When you set up a private limited company in India, one of the first things you need to figure out is who will run it and under what rules. This comes down to the directors, who are legally responsible for managing the company for its shareholders.
For many founders, promoters, and compliance professionals, the rules about directorship can feel confusing. People often remember bits and pieces, like a number here or a filing deadline there, or that private companies are “exempt from something” under Section 196. This confusion can lead to missed filings, deactivated DINs, accidental disqualifications, and appointments that are not properly recorded.
This guide brings all the key information together in one place. It explains the law step by step: how many directors a private company needs, who can be a director, how they are appointed, their duties, when they can be disqualified, and what compliance steps they must follow. The main laws are the Companies Act, 2013, and the Companies (Appointment and Qualification of Directors) Rules, 2014, with all recent updates.
The Board of Directors is the main group in charge of managing a company.

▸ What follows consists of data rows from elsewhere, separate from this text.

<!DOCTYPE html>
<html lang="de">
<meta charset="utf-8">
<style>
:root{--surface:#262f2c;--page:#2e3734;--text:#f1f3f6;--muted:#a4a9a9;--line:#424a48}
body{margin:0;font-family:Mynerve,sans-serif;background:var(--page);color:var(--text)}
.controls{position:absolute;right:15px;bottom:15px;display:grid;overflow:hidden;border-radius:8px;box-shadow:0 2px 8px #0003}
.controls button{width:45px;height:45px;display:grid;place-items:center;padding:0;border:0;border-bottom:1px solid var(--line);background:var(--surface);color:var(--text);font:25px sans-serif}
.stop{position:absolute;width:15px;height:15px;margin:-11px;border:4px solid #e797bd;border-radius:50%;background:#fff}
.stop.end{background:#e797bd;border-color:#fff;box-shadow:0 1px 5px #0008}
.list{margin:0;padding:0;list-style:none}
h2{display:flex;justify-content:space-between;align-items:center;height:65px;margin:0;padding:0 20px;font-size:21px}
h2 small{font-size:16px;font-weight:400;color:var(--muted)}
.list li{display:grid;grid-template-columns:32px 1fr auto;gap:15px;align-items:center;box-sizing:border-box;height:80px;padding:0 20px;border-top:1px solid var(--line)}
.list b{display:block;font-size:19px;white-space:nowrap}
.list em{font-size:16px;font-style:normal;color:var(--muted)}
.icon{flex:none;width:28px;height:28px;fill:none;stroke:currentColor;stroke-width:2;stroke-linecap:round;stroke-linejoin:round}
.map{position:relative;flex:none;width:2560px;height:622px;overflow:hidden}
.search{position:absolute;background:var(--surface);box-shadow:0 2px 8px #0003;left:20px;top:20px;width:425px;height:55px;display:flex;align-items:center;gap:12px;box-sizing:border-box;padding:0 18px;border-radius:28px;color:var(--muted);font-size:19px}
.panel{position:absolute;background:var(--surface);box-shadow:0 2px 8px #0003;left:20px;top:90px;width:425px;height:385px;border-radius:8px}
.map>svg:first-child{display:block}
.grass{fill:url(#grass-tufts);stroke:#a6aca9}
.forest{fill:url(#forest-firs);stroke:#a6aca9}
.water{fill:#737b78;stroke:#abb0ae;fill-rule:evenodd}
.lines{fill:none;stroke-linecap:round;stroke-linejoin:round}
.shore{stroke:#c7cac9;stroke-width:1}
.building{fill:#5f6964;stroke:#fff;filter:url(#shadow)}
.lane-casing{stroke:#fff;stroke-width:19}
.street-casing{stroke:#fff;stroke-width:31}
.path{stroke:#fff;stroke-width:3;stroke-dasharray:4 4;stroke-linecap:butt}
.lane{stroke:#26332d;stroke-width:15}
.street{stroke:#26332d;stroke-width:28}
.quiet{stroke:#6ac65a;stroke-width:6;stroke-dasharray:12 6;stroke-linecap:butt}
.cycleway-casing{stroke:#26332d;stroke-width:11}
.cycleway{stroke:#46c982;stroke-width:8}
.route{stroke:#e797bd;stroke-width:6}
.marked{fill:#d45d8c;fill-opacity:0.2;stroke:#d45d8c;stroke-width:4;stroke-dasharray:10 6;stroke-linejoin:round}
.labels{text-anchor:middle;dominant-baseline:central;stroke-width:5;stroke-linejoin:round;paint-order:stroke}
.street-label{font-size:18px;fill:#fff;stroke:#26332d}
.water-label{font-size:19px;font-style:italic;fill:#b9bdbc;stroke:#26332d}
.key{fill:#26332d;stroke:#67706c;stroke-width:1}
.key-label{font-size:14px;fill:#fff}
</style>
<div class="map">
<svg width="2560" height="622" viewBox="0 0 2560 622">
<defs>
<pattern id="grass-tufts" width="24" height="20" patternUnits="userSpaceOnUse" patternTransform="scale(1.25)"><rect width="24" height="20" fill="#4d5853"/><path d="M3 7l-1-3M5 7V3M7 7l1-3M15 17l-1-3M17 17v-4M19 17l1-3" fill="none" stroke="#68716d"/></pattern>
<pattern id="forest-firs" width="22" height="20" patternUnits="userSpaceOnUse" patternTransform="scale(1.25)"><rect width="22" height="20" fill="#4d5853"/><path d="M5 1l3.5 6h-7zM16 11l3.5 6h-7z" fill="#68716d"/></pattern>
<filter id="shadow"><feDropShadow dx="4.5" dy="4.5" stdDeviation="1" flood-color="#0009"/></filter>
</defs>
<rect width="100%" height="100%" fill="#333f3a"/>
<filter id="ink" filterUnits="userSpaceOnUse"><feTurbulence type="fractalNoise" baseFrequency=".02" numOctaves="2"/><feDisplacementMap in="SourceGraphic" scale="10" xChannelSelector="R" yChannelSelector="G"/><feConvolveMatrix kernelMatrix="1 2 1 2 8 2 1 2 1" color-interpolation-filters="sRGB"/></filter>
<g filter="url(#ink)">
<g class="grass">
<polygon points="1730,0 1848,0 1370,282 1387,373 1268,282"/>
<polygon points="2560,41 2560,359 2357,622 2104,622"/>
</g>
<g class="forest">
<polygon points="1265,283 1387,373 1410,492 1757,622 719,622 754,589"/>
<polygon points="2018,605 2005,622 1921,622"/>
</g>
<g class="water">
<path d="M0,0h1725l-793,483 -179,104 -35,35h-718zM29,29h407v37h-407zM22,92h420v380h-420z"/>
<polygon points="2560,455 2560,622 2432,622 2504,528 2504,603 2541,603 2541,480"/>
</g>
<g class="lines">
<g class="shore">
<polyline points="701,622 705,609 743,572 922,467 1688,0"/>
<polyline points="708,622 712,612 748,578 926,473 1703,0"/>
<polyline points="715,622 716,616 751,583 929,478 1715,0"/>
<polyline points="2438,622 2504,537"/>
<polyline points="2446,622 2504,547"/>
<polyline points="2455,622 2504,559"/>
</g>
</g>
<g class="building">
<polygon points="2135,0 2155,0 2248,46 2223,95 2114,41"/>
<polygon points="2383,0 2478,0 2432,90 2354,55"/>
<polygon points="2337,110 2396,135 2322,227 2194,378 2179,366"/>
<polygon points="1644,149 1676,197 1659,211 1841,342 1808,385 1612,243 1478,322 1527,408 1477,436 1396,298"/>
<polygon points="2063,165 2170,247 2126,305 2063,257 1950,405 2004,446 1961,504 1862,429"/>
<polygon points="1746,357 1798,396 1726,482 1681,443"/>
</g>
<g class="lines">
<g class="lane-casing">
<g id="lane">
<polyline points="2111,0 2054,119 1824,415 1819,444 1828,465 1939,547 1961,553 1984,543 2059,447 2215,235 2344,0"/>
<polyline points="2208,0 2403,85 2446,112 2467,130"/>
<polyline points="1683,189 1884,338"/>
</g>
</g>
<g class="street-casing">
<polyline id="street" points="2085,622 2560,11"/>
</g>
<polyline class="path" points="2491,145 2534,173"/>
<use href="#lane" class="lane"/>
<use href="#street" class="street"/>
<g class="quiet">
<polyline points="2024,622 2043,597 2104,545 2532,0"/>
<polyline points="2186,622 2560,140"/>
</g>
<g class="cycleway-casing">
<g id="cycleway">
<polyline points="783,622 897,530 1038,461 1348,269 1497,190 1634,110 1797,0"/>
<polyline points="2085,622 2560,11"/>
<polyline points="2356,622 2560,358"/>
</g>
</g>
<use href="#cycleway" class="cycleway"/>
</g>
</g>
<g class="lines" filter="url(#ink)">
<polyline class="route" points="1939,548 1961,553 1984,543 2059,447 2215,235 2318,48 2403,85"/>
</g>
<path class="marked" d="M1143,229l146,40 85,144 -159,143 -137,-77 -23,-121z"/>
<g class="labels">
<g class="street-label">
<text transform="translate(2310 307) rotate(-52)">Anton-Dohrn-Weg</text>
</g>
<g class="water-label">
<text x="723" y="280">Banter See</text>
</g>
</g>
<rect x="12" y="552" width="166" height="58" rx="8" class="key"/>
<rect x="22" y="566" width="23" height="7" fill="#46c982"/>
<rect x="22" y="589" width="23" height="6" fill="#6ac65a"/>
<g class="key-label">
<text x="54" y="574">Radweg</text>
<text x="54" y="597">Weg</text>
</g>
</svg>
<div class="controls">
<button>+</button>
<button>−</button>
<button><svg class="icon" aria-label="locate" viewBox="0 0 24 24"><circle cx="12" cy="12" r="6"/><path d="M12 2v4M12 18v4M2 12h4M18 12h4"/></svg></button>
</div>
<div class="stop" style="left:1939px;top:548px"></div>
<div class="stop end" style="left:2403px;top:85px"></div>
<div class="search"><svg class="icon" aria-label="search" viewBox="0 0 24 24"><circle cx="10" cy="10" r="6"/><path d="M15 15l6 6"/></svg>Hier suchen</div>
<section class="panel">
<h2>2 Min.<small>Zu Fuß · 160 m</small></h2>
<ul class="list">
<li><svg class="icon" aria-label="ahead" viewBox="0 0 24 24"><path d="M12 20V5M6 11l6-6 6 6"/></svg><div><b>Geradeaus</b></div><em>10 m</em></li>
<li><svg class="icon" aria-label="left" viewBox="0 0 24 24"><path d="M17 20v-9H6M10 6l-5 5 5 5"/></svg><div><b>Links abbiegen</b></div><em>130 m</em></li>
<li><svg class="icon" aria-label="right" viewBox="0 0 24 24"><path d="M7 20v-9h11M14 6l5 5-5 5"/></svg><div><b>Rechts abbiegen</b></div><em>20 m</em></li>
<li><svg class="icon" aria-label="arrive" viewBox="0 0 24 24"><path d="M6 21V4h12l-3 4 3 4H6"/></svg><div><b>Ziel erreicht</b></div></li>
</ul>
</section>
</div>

They set the company’s direction and make sure it follows the Companies Act, 2013 and all related rules.
Board Composition
A private limited company needs at least two directors, or one if it is a One Person Company (OPC). The maximum is fifteen directors, but this can be increased with a special resolution. One person can be a director in up to twenty companies, including alternate directorships, but only ten of these can be in public companies. If a private company is a subsidiary of a public company, it is counted as a public company for this rule.
Resident Director Requirement (Section 149(3))
At least one director must have lived in India for at least 182 days during the financial year. For new companies, this is worked out based on how much of the financial year is left after incorporation.
Classification of Directors
Although the law lists different titles for directors, they mainly fall into two groups based on how involved they are in the company:
- Executive Directors are involved in the daily running of the company, such as Managing Directors and Whole-time Directors.
- Non-Executive Directors provide oversight and are only responsible in certain situations.
Types of Directors
- A Managing Director has significant management powers (Section 2(54)). Private companies do not have to follow some parts of Section 196, especially sub-sections (4) and (5) about appointment procedures, unless their Articles of Association say otherwise.
- A Whole-time Director is a full-time employee of the company.
- Additional Director – holds office till next AGM or last date it should have been held
- Alternate Director – appointed during absence (minimum 3 months)
- Nominee Director – represents financial institutions or government
Appointment & Filing Requirements
No person can be appointed as a director without a DIN.
| Event | Form | Timeline |
| Appointment | DIR-12 | 30 Days |
| Consent to Act | DIR-2 | To be obtained and retained by the Company |
| Resignation (Company) | DIR-12 | 30 Days |
| Resignation (Director) | DIR-11 | 30 Days (Optional; recommended) |
| Annual KYC | DIR-3 KYC | By 30th June following every third consecutive financial year (triennial) |
Functions and Duties of Directors (Section 166)
The law clearly defines directors’ duties to make sure they act ethically and in the company’s best interests:
- Adherence to Articles: A director must act in accordance with the articles of the company
- Good Faith and Company Benefit: Act in good faith for benefit of stakeholders
- Care and Diligence: Exercise due care, skill, diligence, and independent judgment
- Avoiding Conflicts: Avoid direct or indirect conflicts of interest
- Prohibition on Undue Gain: Not make undue gains; any such gain must be returned
- No Assignment of Office: Not assign their office to any other person
Disqualifications (Section 164)
- Personal Disqualifications: Unsound mind, insolvency, criminal conviction, non-payment of calls, failure to obtain DIN, or exceeding limits
- Company Default: Disqualification for failing to file financial statements or annual returns for any continuous period of three financial years; 6-month grace period for new directors
Vacation of Office (Section 167)
Office becomes vacant if the director incurs any disqualification under Section 164, or absents themselves from all Board Meetings held during a period of 12 months (with or without leave of absence), or under other conditions specified under Section 167.
DIR-3 KYC Compliance Note
All DIN holders must file DIR-3 KYC Web (Form DIR-3-KYC-Web) once every three financial years, by 30th June after the third year, as per the updated Rule 12A (effective from 31 March 2026). If your mobile number, email, or address changes, you must file the form within 30 days. If you do not file, your DIN will be deactivated and you will need to pay a ₹5,000 penalty to reactivate it.